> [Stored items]

--------------------------------

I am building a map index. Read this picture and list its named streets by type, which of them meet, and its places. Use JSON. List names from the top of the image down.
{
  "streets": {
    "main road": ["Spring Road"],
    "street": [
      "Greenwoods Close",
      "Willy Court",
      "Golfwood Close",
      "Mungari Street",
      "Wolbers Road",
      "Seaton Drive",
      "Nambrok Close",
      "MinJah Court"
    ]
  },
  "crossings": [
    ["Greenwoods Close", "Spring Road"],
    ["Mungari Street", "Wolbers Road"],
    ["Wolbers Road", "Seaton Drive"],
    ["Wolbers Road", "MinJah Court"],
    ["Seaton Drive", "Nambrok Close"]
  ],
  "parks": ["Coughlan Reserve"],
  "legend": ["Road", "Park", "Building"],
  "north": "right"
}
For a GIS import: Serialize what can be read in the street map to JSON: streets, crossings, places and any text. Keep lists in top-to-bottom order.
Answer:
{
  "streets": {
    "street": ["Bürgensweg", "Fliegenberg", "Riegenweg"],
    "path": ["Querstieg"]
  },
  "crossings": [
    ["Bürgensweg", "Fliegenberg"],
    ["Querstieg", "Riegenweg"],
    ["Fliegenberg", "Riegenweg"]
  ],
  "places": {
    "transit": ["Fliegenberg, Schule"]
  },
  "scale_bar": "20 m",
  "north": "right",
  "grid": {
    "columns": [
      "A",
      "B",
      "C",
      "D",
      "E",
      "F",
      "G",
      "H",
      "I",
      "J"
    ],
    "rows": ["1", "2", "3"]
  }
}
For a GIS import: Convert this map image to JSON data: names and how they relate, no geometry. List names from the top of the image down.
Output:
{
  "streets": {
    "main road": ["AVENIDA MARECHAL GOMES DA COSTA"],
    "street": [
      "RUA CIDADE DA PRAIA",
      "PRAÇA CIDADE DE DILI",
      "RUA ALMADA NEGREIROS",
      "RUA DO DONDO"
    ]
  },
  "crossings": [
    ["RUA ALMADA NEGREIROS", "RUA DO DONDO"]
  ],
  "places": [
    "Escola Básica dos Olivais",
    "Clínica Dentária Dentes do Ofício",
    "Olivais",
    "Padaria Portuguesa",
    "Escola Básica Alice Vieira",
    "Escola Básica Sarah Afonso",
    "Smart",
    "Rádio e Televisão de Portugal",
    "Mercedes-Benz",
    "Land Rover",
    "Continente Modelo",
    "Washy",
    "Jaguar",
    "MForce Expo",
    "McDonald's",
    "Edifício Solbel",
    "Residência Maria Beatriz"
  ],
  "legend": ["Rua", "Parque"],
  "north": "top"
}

--------------------------------

> [Problem details] Give again, exactly as written, the lines running from the first line of the data above through the line that contains "For a GIS import: Convert".

> [Written answer]
I am building a map index. Read this picture and list its named streets by type, which of them meet, and its places. Use JSON. List names from the top of the image down.
{
  "streets": {
    "main road": ["Spring Road"],
    "street": [
      "Greenwoods Close",
      "Willy Court",
      "Golfwood Close",
      "Mungari Street",
      "Wolbers Road",
      "Seaton Drive",
      "Nambrok Close",
      "MinJah Court"
    ]
  },
  "crossings": [
    ["Greenwoods Close", "Spring Road"],
    ["Mungari Street", "Wolbers Road"],
    ["Wolbers Road", "Seaton Drive"],
    ["Wolbers Road", "MinJah Court"],
    ["Seaton Drive", "Nambrok Close"]
  ],
  "parks": ["Coughlan Reserve"],
  "legend": ["Road", "Park", "Building"],
  "north": "right"
}
For a GIS import: Serialize what can be read in the street map to JSON: streets, crossings, places and any text. Keep lists in top-to-bottom order.
Answer:
{
  "streets": {
    "street": ["Bürgensweg", "Fliegenberg", "Riegenweg"],
    "path": ["Querstieg"]
  },
  "crossings": [
    ["Bürgensweg", "Fliegenberg"],
    ["Querstieg", "Riegenweg"],
    ["Fliegenberg", "Riegenweg"]
  ],
  "places": {
    "transit": ["Fliegenberg, Schule"]
  },
  "scale_bar": "20 m",
  "north": "right",
  "grid": {
    "columns": [
      "A",
      "B",
      "C",
      "D",
      "E",
      "F",
      "G",
      "H",
      "I",
      "J"
    ],
    "rows": ["1", "2", "3"]
  }
}
For a GIS import: Convert this map image to JSON data: names and how they relate, no geometry. List names from the top of the image down.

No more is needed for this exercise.